Laba Coca Cola Amatil Turun Dalam Enam Bulan Terakhir

(Business Lounge – Business Today) – CEO Coca-Cola Amatil Alison Watkins telah memperingatkan bahwa laba tahun ini secara material jumlahnya lebih kecil jika dibandingkan tahun 2013 karena menurunnya permintaan konsumen akan minuman ringan, jus dan air minum serta  harga yang lebih kompetitif di pasar.

Coca-Cola Amatil harus menghadapi dua tahun berturut turut dengan pendapatan yang menurun karena melemahnya penjualan di toko-toko dan pompa bensin serta tekanan harga yang tinggi di supermarket menyebabkan krisis terhadap marginnya khususnya dalam bisnis minuman Australia, dilansir dari smh.com.

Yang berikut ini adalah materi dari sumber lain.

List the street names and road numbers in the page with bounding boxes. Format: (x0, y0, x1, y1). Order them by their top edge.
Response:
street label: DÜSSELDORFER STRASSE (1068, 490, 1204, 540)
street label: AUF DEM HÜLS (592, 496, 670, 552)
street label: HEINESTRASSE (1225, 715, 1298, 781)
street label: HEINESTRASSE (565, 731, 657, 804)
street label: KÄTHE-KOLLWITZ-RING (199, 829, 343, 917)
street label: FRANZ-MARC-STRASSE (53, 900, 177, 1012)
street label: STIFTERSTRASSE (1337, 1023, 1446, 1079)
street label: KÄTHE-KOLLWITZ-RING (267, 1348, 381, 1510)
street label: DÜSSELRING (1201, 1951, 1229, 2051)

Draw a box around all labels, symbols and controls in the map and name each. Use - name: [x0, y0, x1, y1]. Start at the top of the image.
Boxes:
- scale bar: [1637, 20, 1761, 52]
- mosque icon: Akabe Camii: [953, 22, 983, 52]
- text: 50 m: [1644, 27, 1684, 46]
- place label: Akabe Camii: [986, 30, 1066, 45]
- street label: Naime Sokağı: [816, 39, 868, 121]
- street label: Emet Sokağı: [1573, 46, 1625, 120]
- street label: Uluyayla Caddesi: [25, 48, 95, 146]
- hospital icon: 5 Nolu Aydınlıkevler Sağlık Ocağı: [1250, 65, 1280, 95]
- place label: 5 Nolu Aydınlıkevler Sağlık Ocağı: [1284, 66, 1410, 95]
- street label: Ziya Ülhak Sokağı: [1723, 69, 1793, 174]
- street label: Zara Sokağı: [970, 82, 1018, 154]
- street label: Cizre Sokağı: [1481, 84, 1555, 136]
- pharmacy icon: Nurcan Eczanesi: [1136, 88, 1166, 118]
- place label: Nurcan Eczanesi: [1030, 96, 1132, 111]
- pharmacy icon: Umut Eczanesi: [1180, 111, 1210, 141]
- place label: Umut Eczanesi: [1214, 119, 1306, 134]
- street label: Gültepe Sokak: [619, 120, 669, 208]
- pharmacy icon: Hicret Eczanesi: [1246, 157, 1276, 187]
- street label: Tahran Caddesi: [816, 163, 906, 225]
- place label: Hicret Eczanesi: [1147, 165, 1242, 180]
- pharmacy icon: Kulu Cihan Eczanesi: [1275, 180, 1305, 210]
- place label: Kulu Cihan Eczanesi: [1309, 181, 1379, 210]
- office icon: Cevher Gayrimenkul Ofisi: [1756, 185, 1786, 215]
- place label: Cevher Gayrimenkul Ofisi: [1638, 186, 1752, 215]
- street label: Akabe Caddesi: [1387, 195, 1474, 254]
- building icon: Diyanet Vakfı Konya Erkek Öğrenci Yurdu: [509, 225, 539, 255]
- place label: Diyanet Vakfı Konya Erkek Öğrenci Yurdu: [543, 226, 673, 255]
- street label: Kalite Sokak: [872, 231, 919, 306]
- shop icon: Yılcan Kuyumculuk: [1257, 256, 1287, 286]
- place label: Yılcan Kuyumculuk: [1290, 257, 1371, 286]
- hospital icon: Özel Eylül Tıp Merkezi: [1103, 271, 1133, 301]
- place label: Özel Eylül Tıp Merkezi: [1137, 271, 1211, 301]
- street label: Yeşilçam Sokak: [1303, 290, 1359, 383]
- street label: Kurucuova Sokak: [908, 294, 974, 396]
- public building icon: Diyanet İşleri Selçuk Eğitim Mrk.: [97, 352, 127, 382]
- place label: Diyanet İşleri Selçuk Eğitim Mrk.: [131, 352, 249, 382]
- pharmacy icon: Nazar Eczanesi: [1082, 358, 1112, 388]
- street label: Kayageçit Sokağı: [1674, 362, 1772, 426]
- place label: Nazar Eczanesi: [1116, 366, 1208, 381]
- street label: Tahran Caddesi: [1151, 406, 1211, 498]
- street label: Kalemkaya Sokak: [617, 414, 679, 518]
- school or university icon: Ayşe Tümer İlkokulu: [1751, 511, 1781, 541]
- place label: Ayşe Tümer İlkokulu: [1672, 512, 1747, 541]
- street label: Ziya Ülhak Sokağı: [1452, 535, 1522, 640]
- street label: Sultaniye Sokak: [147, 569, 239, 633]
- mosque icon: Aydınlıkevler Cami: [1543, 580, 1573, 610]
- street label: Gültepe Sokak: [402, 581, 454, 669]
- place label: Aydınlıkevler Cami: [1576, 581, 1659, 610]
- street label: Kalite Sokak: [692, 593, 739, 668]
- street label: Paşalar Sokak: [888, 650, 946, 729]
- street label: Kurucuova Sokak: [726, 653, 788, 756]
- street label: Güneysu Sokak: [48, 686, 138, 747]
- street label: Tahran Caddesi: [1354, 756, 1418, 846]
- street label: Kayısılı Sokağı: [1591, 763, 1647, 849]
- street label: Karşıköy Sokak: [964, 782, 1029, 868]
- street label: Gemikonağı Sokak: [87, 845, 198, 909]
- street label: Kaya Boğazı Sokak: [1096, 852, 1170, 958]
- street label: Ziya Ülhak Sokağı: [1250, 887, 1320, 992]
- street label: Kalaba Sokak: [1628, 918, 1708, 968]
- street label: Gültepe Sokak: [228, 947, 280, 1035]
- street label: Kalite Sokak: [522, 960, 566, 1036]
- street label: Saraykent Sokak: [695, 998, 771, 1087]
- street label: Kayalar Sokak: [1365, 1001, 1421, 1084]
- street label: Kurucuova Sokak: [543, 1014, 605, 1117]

Laba bersih CCA  turun 15,6 persen menjadi US $ 182,3 juta dalam enam bulan yang berakhir 30 Juni dari  US $ 215,9 juta  pada periode tahun sebelumnya, kata perusahaan itu, hari Rabu kemarin.

Laba sebelum bunga dan pajak di Australia, yang menghasilkan lebih dari 80 persen dari keuntungan, turun 14.1 persen menjadi US $ 226,5 juta, sedangkan pendapatan di Indonesia anjlok 83,4 persen menjadi US $ 5,2 juta, menyebabkan EBIT turun 15,3 persen menjadi US $ 316,7 juta.

Laba di Selandia Baru dan Fiji naik 12 persen dalam dolar Australia tetapi juga tidak meningkat dalam mata uang lokalnya karena permintaan yang buruk selama musim panas yang basah (dingin).

Laba dari unit minuman beralkohol, yang diharapkan dapat memberikan kontribusi 1 persen pertumbuhan laba tahun ini, jauh menurun, meskipun CCA sudah kembali ke pasar minuman alkohol di bulan Desember setelah absen dua tahun. CCA mengatakan penjualan bir dan juice telah lebih lambat dari yang diharapkan karena terjadi keterlambatan dibukanya beberapa outlet dan meningkatnya kompetisi di kategori minuman.

“Jelas bahwa CCA menghadapi beberapa tantangan langsung, khususnya di minuman Australia dan pasar Indonesia,” kata Ms Watkins pada hari Rabu kemarin.

Ms Watkins, yang baru menggantikan CEO Terry Davis pada bulan Maret lalu, mengatakan bahwa kondisi perdagangan memburuk sejak anggaran bulan Mei dan diperkirakan akan tetap menghadapi tantangan yang berat pada setengah tahun berikut ini.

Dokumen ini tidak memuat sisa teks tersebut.